Personal information
- Born: November 13, 1986 (age 39) Metairie, Louisiana, U.S.
- Listed height: 6 ft 5 in (1.96 m)
- Listed weight: 310 lb (141 kg)

Career information
- High school: St. Augustine (New Orleans, Louisiana)
- College: West Virginia
- NFL draft: 2010: 7th round, 231st overall pick

Career history
- Washington Redskins (2010–2011)*; New York Giants (2011–2013); Edmonton Eskimos (2014–2015); Winnipeg Blue Bombers (2015);
- * Offseason and/or practice squad member only

Awards and highlights
- Super Bowl champion (XLVI); Second-team All-Big East Conference (2009);

Career NFL statistics
- Games played: 3
- Stats at Pro Football Reference

= Selvish Capers =

American football player (born 1986)

Selvish Capers (born November 13, 1986) is an American former professional football player who was an offensive tackle in the National Football League (NFL). He played college football for the West Virginia Mountaineers. and was selected by the Washington Redskins in the seventh round of the 2010 NFL draft.

==Early life==
Capers was born in Metairie, Louisiana, and attended St. Augustine High School in New Orleans, Louisiana, where he was an All-Louisiana tight end. As a senior, he recorded twenty-one catches for 276 yards and four touchdowns, which earned him first team all-district, all-metro and all-state honors. He was also a three-year starter on the basketball team. Capers and D'Andre Crittenden were the only boys to start three years in football and basketball.
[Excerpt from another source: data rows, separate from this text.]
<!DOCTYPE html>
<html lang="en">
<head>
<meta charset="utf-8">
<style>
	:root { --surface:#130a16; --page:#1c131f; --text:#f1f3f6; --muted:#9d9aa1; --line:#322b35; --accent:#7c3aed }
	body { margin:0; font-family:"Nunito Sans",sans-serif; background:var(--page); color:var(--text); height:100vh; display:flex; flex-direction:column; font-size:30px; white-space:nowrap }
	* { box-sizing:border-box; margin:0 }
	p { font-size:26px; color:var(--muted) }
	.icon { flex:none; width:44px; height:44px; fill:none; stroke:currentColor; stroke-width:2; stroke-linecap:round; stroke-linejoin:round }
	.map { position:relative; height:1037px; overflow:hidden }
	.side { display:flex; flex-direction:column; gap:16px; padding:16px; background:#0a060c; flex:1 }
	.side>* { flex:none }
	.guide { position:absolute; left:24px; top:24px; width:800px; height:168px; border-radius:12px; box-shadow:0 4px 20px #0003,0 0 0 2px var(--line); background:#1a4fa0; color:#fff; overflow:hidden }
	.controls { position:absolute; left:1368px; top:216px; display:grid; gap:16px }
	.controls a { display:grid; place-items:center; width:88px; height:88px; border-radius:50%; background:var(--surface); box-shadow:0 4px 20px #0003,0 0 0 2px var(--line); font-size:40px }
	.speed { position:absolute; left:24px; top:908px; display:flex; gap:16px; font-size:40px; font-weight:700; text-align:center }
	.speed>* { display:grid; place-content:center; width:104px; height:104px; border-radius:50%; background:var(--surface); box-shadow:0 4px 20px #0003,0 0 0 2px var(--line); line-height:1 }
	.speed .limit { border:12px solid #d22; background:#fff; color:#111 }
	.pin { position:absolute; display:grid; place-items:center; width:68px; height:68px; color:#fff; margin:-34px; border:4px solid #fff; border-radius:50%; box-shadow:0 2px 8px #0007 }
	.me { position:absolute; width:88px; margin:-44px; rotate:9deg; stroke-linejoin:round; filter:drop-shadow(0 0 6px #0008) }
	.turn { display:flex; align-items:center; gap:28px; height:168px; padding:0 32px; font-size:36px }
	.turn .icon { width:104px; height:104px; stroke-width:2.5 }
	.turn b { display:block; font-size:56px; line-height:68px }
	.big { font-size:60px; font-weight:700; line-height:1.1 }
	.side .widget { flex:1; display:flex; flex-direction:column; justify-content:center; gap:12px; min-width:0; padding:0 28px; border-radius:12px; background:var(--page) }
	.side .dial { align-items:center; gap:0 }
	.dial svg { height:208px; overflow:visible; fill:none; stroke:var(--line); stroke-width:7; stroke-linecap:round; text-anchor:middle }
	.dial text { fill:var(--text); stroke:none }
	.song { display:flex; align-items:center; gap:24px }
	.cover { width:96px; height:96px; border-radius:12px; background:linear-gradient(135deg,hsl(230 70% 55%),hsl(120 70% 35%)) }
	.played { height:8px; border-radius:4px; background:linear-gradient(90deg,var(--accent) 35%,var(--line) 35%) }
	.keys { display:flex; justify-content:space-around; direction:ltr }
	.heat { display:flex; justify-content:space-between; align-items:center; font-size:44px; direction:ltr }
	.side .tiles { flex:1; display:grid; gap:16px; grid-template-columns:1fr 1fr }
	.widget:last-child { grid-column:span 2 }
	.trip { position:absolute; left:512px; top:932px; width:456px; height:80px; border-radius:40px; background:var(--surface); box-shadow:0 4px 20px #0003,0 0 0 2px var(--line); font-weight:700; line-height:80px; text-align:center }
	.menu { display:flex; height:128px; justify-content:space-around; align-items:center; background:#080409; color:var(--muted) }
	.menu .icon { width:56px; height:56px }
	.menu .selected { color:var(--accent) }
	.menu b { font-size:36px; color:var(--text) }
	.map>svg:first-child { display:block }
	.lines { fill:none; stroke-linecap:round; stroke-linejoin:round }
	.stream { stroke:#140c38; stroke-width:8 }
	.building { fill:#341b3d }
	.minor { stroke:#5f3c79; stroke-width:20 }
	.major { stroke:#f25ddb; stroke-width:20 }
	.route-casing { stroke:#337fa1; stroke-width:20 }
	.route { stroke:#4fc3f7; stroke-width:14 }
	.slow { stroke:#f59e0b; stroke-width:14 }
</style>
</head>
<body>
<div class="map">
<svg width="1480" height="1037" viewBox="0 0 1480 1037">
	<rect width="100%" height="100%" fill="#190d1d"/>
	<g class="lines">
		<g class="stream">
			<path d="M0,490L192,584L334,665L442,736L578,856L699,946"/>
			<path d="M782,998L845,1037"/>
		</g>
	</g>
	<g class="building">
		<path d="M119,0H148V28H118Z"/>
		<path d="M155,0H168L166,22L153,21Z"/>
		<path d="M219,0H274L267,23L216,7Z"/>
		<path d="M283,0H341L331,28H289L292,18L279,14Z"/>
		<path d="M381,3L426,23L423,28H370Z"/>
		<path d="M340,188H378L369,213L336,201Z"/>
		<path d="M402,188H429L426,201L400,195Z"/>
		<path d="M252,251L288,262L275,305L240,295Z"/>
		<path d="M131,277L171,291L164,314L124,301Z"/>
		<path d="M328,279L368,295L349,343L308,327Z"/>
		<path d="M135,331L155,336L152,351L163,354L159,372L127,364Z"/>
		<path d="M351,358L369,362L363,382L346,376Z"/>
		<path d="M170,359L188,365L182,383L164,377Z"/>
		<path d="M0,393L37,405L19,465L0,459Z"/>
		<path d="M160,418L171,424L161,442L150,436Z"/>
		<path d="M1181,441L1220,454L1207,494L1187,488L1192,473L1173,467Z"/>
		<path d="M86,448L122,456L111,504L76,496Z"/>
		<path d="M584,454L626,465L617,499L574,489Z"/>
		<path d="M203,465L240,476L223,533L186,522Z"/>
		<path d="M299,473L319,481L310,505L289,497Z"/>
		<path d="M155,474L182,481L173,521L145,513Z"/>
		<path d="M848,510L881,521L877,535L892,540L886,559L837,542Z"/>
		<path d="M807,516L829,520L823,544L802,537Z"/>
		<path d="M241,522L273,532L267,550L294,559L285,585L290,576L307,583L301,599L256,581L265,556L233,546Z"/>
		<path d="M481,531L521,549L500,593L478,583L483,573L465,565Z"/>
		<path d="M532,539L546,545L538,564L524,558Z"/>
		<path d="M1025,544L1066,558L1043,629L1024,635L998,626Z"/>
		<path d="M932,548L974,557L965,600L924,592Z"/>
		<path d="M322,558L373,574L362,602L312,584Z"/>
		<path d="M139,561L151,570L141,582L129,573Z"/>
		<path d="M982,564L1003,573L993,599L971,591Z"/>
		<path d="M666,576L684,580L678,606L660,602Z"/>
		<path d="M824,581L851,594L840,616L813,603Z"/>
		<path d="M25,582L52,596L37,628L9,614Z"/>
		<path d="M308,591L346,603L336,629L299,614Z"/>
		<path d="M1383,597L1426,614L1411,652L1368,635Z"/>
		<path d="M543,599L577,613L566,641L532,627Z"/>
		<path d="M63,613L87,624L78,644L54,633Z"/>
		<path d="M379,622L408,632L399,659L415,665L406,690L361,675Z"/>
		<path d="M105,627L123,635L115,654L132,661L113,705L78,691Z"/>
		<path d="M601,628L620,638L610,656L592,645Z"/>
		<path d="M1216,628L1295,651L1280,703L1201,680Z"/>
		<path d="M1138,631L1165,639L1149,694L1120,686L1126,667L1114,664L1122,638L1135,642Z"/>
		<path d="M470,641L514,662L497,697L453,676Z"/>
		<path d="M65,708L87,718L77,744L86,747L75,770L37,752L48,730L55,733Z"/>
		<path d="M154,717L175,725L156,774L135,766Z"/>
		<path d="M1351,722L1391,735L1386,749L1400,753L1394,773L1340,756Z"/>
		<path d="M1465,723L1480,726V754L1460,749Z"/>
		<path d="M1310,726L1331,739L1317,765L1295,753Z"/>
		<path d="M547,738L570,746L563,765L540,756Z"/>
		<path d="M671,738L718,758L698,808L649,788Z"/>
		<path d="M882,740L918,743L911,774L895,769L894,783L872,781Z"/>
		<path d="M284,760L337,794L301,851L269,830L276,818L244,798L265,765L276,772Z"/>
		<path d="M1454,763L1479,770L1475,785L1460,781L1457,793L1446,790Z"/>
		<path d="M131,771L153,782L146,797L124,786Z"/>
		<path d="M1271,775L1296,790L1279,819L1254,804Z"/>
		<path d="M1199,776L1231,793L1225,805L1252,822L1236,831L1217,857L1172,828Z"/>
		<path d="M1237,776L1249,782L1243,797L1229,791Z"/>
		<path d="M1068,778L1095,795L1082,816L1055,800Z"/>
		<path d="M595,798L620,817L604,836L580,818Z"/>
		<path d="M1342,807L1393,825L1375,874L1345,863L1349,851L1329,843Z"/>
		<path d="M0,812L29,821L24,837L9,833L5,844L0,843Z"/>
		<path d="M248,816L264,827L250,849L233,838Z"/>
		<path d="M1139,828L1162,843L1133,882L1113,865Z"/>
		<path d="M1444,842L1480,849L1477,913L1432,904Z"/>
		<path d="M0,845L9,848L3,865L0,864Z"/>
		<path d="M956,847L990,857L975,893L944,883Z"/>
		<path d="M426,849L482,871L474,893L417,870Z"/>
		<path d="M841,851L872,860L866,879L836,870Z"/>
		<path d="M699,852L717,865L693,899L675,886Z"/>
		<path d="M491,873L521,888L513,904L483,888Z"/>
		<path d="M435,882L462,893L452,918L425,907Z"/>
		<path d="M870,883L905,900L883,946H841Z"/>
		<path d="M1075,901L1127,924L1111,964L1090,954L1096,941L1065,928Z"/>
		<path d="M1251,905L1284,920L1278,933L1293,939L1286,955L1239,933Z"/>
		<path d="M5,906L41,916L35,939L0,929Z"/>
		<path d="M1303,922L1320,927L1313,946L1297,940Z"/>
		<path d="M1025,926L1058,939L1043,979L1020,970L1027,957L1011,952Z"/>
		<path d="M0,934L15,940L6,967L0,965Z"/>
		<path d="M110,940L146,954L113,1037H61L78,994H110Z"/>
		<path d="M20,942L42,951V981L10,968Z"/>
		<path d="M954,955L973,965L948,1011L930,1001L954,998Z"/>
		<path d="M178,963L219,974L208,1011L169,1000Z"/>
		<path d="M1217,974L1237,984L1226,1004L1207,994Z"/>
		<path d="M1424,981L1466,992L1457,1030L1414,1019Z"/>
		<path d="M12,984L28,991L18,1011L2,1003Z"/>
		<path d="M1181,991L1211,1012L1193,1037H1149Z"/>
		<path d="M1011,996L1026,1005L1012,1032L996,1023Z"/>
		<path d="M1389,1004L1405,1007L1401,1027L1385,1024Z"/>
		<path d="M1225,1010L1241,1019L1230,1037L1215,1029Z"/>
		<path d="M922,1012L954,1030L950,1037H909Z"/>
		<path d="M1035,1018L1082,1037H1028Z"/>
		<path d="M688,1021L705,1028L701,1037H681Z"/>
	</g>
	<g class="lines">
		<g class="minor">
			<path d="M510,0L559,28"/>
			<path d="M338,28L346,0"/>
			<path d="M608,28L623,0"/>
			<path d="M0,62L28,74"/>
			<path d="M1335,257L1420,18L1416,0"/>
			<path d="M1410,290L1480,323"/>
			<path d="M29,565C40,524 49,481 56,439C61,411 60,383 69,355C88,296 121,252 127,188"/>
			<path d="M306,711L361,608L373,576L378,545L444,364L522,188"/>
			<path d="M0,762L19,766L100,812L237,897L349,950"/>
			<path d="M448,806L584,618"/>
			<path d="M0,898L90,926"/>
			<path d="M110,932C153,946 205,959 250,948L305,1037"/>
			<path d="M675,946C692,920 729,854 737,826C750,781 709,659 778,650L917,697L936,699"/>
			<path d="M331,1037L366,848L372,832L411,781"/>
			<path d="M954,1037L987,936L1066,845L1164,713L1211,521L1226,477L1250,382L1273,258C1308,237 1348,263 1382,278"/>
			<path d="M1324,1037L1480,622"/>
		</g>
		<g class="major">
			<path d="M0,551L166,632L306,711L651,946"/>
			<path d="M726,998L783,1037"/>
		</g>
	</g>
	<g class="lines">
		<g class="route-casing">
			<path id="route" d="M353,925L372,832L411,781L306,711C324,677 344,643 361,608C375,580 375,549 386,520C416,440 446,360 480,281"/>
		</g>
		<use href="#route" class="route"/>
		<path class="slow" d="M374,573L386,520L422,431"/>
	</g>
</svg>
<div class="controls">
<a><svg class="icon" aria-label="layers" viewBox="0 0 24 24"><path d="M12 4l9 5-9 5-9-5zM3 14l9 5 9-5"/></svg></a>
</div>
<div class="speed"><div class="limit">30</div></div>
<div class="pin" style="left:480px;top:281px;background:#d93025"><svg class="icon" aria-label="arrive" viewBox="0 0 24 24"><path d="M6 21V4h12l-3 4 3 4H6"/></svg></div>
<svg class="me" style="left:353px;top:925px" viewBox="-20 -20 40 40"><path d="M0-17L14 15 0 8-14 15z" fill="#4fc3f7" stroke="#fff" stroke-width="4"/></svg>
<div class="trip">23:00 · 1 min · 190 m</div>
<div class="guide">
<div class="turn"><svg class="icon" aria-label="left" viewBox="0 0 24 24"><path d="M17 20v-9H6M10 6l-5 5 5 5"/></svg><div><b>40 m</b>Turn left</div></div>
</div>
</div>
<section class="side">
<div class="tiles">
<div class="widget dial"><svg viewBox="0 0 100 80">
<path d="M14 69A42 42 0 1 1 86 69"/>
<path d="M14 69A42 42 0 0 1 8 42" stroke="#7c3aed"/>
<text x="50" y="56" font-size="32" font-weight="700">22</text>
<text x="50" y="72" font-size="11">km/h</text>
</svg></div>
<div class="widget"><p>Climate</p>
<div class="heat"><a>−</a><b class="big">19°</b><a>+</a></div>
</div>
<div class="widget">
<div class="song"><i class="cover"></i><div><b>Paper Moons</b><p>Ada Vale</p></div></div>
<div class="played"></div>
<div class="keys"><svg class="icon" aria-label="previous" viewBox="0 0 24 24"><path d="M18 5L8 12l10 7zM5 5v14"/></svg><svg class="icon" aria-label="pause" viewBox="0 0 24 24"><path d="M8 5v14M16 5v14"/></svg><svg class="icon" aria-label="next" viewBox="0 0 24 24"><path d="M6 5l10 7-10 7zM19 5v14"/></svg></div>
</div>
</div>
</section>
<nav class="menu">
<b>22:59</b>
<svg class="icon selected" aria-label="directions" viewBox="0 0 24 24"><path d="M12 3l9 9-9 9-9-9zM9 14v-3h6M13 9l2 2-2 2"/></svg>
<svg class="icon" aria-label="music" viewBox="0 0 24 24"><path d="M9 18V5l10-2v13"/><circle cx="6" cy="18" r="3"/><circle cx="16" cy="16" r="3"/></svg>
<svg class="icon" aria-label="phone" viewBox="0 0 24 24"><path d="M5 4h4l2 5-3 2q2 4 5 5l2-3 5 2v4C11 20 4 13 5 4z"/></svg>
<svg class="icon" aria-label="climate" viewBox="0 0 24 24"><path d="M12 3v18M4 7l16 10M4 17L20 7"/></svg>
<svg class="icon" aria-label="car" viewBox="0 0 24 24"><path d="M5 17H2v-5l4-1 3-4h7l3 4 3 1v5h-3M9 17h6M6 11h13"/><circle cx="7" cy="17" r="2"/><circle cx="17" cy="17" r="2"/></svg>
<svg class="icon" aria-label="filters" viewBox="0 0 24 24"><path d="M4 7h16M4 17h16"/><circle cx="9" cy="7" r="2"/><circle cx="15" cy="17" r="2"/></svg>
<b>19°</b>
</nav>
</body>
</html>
Considered only a two-star recruit by Rivals.com, Capers was not ranked among the nation's top offensive line prospects in 2005, due to his tightend status. He chose West Virginia over Southern Miss, among others.

==College career==
Capers redshirted his initial year at West Virginia, and saw limited time at tight end in 2006. During the offseason, he moved from tight end to the tackle position, where he started the 2007 season as the backup. He then earned the starting job against Mississippi State and kept it the rest of his college career. Overall, he played in all 13 games and started six during his sophomore year. Capers anchored an offensive line that helped pave the way for the Mountaineers offense to produce two 1,000-yard rushers in Steve Slaton and Pat White. He saw limited action in West Virginia's appearance in the 2008 Fiesta Bowl, due to a sprained ankle.

As a junior in 2008, Capers started all 13 games and saw action in more than 775 plays, including a season high 86 against Cincinnati. He collected 56 knockdowns, including a season high eight knockdowns against Connecticut. During his senior season, Capers was named Second Team All-Big East Conference in a poll by the conference's head coaches.

==Professional career==
===Pre-draft===
Capers was projected to be a second or third round draft pick until he under-achieved in the Senior Bowl and the NFL Scouting Combine.

===Washington Redskins===
He was selected by the Redskins in the seventh round (231st overall) of the 2010 NFL draft. Capers was released from the Washington Redskins on September 4, 2010. He was signed to the Redskins' practice squad on September 5, 2010. He was released by the Redskins on September 4, 2011.

===New York Giants===
Capers signed with the New York Giants' practice squad on October 4, 2011. He was re-signed to the practice squad for the 2012 season on September 1, 2012. Capers was later signed to active roster during the second half of the season. He was released by the Giants due to injury, on September 9, 2013.

===Edmonton Eskimos===
Capers signed with the Edmonton Eskimos of the Canadian Football League (CFL) on March 13, 2014. He played in nine games, all starts, for the Eskimos in 2014.

===Winnipeg Blue Bombers===
On September 9, 2015, Capers, along with a second round pick in the 2016 CFL draft, were traded to the Winnipeg Blue Bombers for Christopher Greaves. Capers started in all five games he played for the Blue Bombers in 2015.